Citadel Festival is manages to pull off a distinctive feel from the previous two days of Lovebox. Considering the site is identical and they are limited by needing to share infrastructure, its all the more impressive. Apart from a couple of stages not being open, all the bars, food stalls and services are identical. Swapping the VIP area for a feast sounds nice enough, but sitting down for a big lunch at a festival isn’t really what keeps me going. The main difference between the two festivals are the people and the music and that’s all that matters really. Everyone was a bit older, some children around and generally far more relaxed.
The lazy Sunday afternoon atmosphere suited the likes of Calexico, and Nathaniel Rateliff perfectly. Sun-drenched folk-rock from the states. Without the Texas sun shining there wouldn’t have been the same resonance to the tunes. Matthew and the Atlas, and Billie Marten brought a more European sound to the Communion stage.
Battles, and Caribou were the acts to get you out of the slumber. Battles’ heavy sweating drumming was inspired in the Soundcrash tent. The pounding relentlessness was all the more intense for it. Culminating with firm-favourite atlas was the only way to finish. Caribou carried on from them perfectly in the evening sun. Its almost like Dan Snaith wrote one of his songs for days like this.
Having seen Caribou a number of times, I took the time to see something new. Dagny caught my attention from the Kopparberg forest and kept me there. She falls on the in-your-face side of Scandinavian pop with the likes of Elliphant. No moaning about lost love here.
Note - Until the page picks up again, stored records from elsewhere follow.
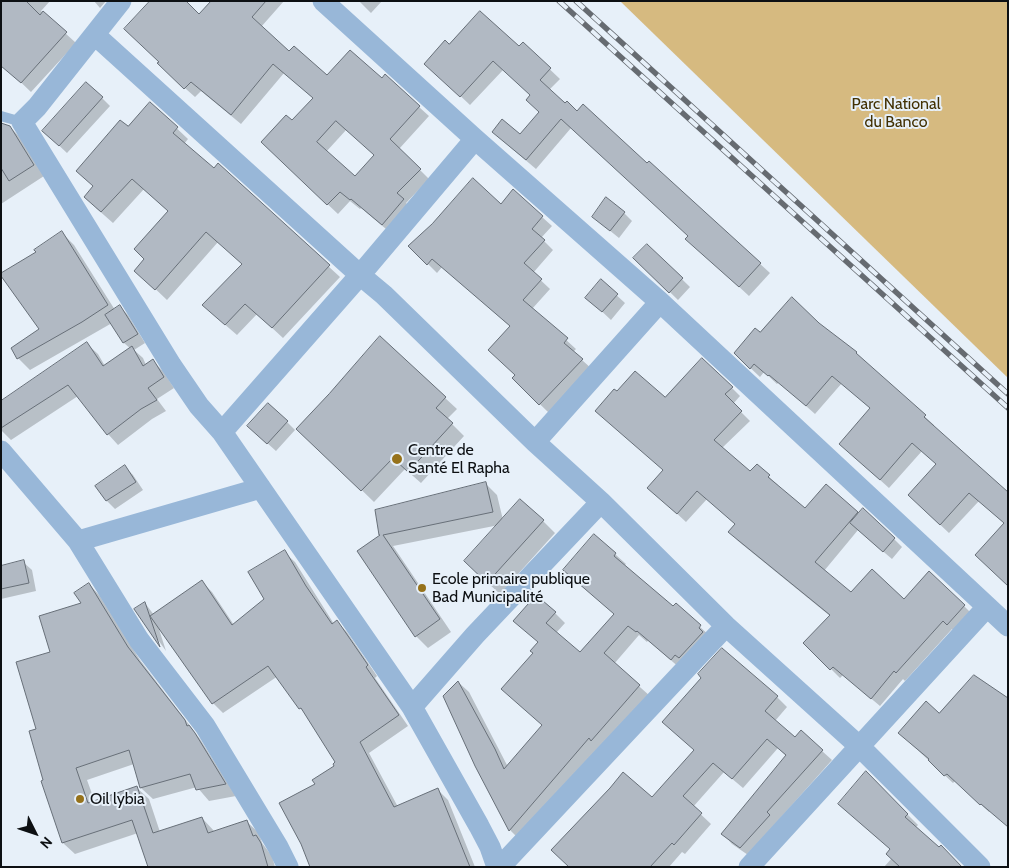 <!DOCTYPE html>
<meta charset="utf-8">
<style>
body{margin:0}
#map{position:relative;width:1009px;height:868px;overflow:hidden;background:#e7f0f9;font-family:Cabin,sans-serif}
canvas{display:block}
.frame{position:absolute;inset:0;border:2px solid #0d1013;pointer-events:none}
.north{position:absolute;left:10px;top:808px;width:50px;height:50px;-webkit-text-stroke:4px #e7f0f9;paint-order:stroke;rotate:131deg;font-size:14px;font-weight:700;line-height:20px;text-align:center;color:#0d1013}
.north::after{content:'';display:block;margin:auto;width:18px;height:22px;background:#0d1013;clip-path:polygon(50% 0,100% 100%,50% 72%,0 100%)}
</style>
<div id="map">
<canvas width="1009" height="868"></canvas>
<div class="frame"></div>
<div class="north">N</div>
</div>
<script>
const g = document.querySelector('canvas').getContext('2d');
g.lineJoin = 'round';
function paint(path, color) { g.fillStyle = color; g.fill(path, 'evenodd'); }
function stroke(path, color, width, dash) { g.strokeStyle = color; g.lineWidth = width; g.lineCap = dash ? 'butt' : 'round'; g.setLineDash(dash || []); g.stroke(path); }
function write(font, color, halo, rows, align = 'center') {
  g.font = font + ' Cabin,sans-serif'; g.lineWidth = 4; g.setLineDash([]); g.textBaseline = 'middle'; g.strokeStyle = halo; g.fillStyle = color; for (const [text, x, y, turn = 0] of rows) {
    g.save(); g.translate(x, y); g.rotate((+turn || 0) * Math.PI / 180); g.textAlign = isNaN(turn) ? turn : align; if (halo) g.strokeText(text, 0, 0); g.fillText(text, 0, 0); g.restore();
  }
}
const green = new Path2D(`
 M620 1H1008V378Z`);
const shadow = new Path2D(`
 M1 1H50L41 11 76 43 31 92 9 71Z
 M94 1H106L100 8Z
 M212 1H284L261 27 289 53 327 77 382 80 419 107 429 116 399 149 429 179 406 203 413 210 392 234 361 208 360 209 350 201 338 214 272 152 292 122 314 99 284 73 241 124 201 91 195 97 168 73 199 15ZM347 129 375 155 355 178 326 152Z
 M359 1H382L371 13Z
 M523 44 560 79 549 90 647 165 649 162 770 273 749 296 697 248 689 236 571 128 536 169 503 141 494 132 520 136 540 112 532 96 503 70 470 105 436 73 449 46 519 48Z
 M102 98 110 106 67 153 52 139Z
 M150 103 188 139 184 144 214 169 218 165 340 277 283 338 257 314 237 335 215 316 243 264 218 242 167 300 147 281 145 260 169 212 144 189 113 223 96 208 94 187 128 128Z
 M10 127 21 138 44 176 1 204V128Z
 M501 206 542 217 552 226 541 238 553 250 533 273 550 289 532 309 576 349 573 352 592 369 549 413 513 378 516 375 511 327 442 267 437 273 410 246Z
 M624 213 632 221 619 238 593 217Z
 M62 233 74 245 115 310 120 307 128 315 145 343 134 350 143 358 146 365 153 361 163 371 174 388 157 399 166 411 152 419 118 445 108 434 78 396 11 440 1 430V403L87 344 98 354 105 366 131 349 124 343 112 323 30 370 18 358 41 330 37 252Z
 M647 245 690 287 678 300 635 258Z
 M601 281 625 303 611 320 595 305Z
 M818 324 856 353 865 363 934 425 933 426 1005 524 979 501 949 533 918 504 938 465 922 451 889 488 840 444 871 409 842 383 815 414 779 382 777 384 764 372 760 377 744 362 760 333Z
 M380 338 457 409 447 419 464 436 421 483 405 469 374 502 310 440Z
 M732 388 740 396 733 404 750 421 722 448 751 473 757 466 778 485 777 486 805 510 826 486 859 515 894 539 902 547 892 559 858 530 824 571 851 594 964 606 972 614 956 633 952 629 905 681 903 679 880 706 843 675 840 678 805 643 830 616 738 541 730 532 736 525 707 499 686 522 658 496 664 471 665 399Z
 M287 422 295 430 276 451 257 434Z
 M125 467 133 475 143 490 115 509 107 501 97 486Z
 M485 483 497 495 503 520 543 521 555 533 500 594 478 574 499 525 393 546 451 632 428 648 416 636 380 535Z
 M595 536 626 564 624 566 673 607 676 605 711 637 682 670 648 640 647 642 639 635 614 664 650 696 520 840 510 830 477 765 458 682 469 692 508 767 544 726 534 653 539 642 525 631 555 613 565 623 556 633 580 654 615 614Z
 M284 552 295 562 334 624 337 622 347 632 377 676 375 678 408 726 369 753 398 807 438 790 448 800 475 867H311L316 784 336 766 337 763 307 715 300 708 278 676 223 713 213 703 158 626 166 651 136 609 145 603 154 615 202 582 212 592 234 625 265 599Z
 M23 562 32 570 36 591 1 599V567Z
 M89 584 100 596 140 660 200 739 236 796 209 801 197 787 153 799 141 788 134 764 87 780 95 802 137 788 149 799 160 832 202 818 215 832 247 822 259 833 262 843 272 856 275 867H150L138 833 75 854 63 843 44 781 38 730 51 652 83 604Z
 M777 697 787 707 775 721 795 739 822 751 832 760 776 823 751 857 732 844 723 834 786 756 778 748 743 788 724 772 693 807 711 824 685 854 682 852 669 867H570L652 799 695 751 664 722Z
 M939 714 990 811 989 812 955 781 953 783 908 741Z
 M866 773 918 825 916 827 960 867H884L892 858 891 850 839 804Z`);
const building = new Path2D(`
 M1 1H26L40 15 43 11 67 32 21 83 1 66Z
 M150 1H186L199 14 211 1H266L252 17 289 51 294 46 327 75 350 50 382 78 385 74 420 106 390 139 421 169 397 193 404 199 382 225 351 199 350 200 340 192 327 205 261 142 286 115 292 120 313 98 273 64 231 115 191 82 184 89 157 63 159 62 124 29ZM336 121 374 155 355 176 317 142Z
 M480 11 519 46 523 42 551 68 540 80 565 103 567 101 577 111 583 104 647 163 649 161 761 263 739 287 685 239 688 236 561 119 526 160 492 132 502 119 520 134 539 112 526 100 530 95 493 61 460 97 424 64 445 40 449 44Z
 M86 82 103 97 59 146 42 131Z
 M150 102 178 127 173 133 214 168 218 163 330 265 272 328 245 304 225 325 202 305 242 264 206 232 155 290 134 271 144 259 134 249 168 211 132 179 101 212 84 197 93 186 76 171 120 120 128 126Z
 M1 123 10 126 34 165 9 181 1 168Z
 M473 178 501 204 513 189 543 216 532 229 545 240 524 263 542 279 523 300 568 338 564 343 583 359 539 405 512 378 515 375 488 350 510 326 432 259 427 265 408 246 432 224Z
 M606 197 625 212 610 231 592 217Z
 M62 231 108 305 82 322 17 359 11 348 39 329 1 276V273L36 252 34 250Z
 M647 244 683 278 669 293 633 258Z
 M601 279 618 294 602 312 585 298Z
 M792 297 819 323 857 352 856 353 926 415 924 417 1008 492V586L975 555 1004 523 969 493 940 525 908 495 936 464 912 443 880 480 839 444 870 408 832 376 806 406 769 375 768 376 754 364 750 369 734 353 755 328 760 332Z
 M120 305 138 334 123 343 105 315Z
 M380 336 446 397 436 408 453 423 408 472 393 458 361 491 296 429 329 394Z
 M87 342 103 366 132 346 143 366 153 359 164 377 148 388 157 400 141 409 107 435 68 385 1 428V401Z
 M702 358 733 387 725 394 742 411 714 440 750 471 757 464 770 475 768 477 805 508 826 484 858 512 815 562 851 592 872 569 904 599 929 571 965 605 947 625 943 621 896 673 894 671 871 699 833 667 830 670 803 643 830 615 728 532 735 524 697 491 677 514 647 488 663 470 595 411 614 389 617 391 635 371 665 397Z
 M268 403 288 421 267 444 247 426Z
 M125 465 136 482 106 501 95 486Z
 M486 482 493 512 383 535 440 619 415 637 357 551 380 535H379L375 510Z
 M520 499 544 520 487 583 464 561Z
 M863 508 895 538 883 552 850 523Z
 M594 534 616 553 614 556 673 606 676 603 701 625 699 628 703 632 679 658 675 655 671 660 637 631 636 632 628 626 604 653 640 685 591 741 589 738 509 831 475 766 443 696 458 681 495 749 504 769 542 725 501 689 533 653 530 651 538 642 513 621 536 595 556 612 546 623 580 652 614 614 563 570Z
 M285 550 306 586 332 624 337 620 368 665 366 667 399 715 360 742 394 807 438 788 470 867H310L301 844 279 803 315 784 312 780 334 766 333 764 335 762 301 708 299 709 268 666 212 704 150 616 202 580 232 625 264 599 248 572Z
 M24 560 29 583 1 589V566Z
 M89 583 128 647 185 720 187 726 189 725 195 733 226 784 196 790 190 774 140 788 129 750 76 768 88 803 137 786 153 833 202 817 208 833 247 820 253 836 256 835 261 843 268 867H148L132 820 62 843 41 781 43 780 29 731 36 729 16 662 50 652 39 616 81 603 74 593Z
 M145 602 160 647 134 609Z
 M722 648 778 696 765 711 795 737 801 730 823 750 767 812 770 815 740 848 721 834 786 755 767 739 732 779 713 763 683 796 702 813 674 845 672 843 650 867H569L551 850 610 788 623 772 652 797 694 750 662 722 701 678 698 674Z
 M974 675 1008 698V827L981 804 980 805 947 774 944 776 928 760 929 759 898 733 926 701 939 713Z
 M866 771 908 814 905 817 939 847 941 845 962 867H900L886 854 890 849 838 804Z`);
const lane = new Path2D(`
 M1 116 22 122`);
const street = new Path2D(`
 M121 1 37 107 22 122 171 365 199 406 222 432 412 707 479 826 490 847 497 867
 M323 1 475 139 660 302 1008 626
 M95 35 360 275 384 295 535 442 601 502 726 626 859 746 980 867
 M222 432 360 275 475 139
 M535 442 660 302
 M1 451 78 541 139 640 205 726 278 847 288 867
 M78 541 261 488
 M412 707 475 635 601 502
 M500 867 726 626
 M749 867 987 607`);
const rail = new Path2D(`
 M559 1 1008 408
 M576 1 1008 394`);
const markers = [
 [397,459,6,"#96721b"],
 [422,588,5,"#96721b"],
 [80,799,5,"#96721b"]
];
const parkNames = [
 ["Parc National",896,104],
 ["du Banco",896,122]
];
const poiNames = [
 ["Centre de",408,450],
 ["Santé El Rapha",408,468],
 ["Ecole primaire publique",432,579],
 ["Bad Municipalité",432,597],
 ["Oil lybia",90,799]
];
paint(green, '#d6ba80');
paint(shadow, '#0003');
paint(building, '#b1b9c3');
stroke(building, '#676f78', 1);
stroke(lane, '#98b7d8', 10);
stroke(street, '#98b7d8', 21);
stroke(rail, '#666b71', 5.5);
stroke(rail, '#e7f0f9', 4, [11]);
for (const [x, y, r, color] of markers) { const dot = new Path2D(); dot.arc(x, y, r, 0, 2 * Math.PI); g.fillStyle = color; g.fill(dot); stroke(dot, '#e7f0f9', 2); }
write('16px', '#423002', '#e7f0f9', parkNames);
write('16px', '#0d1013', '#e7f0f9', poiNames, 'left');
</script>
The now stripped back, three piece, Sigur Ros have always been an intriguing band. Whether singing in Icelandic or the made-up ‘Hopelandic’ there is always scope to inject your own meaning onto the sounds. Opening up the set, they began with the latest single ‘Óveður’. Hidden at the back of the stage behind stacks of equipment and lights, they didn’t emerge to the front of the stage till ‘Sæglópur’ the third song. The images of clouds / smoke added to the ethereal feel of the music. With a set dominated by songs written over a decade ago, the omission of the universally known ‘Hoppípolla’ kept the immersion and intensity throughout – without a BBC advert break!
There was a definite warmth as people left the festival. An idyllic escape from city only a stones throw away.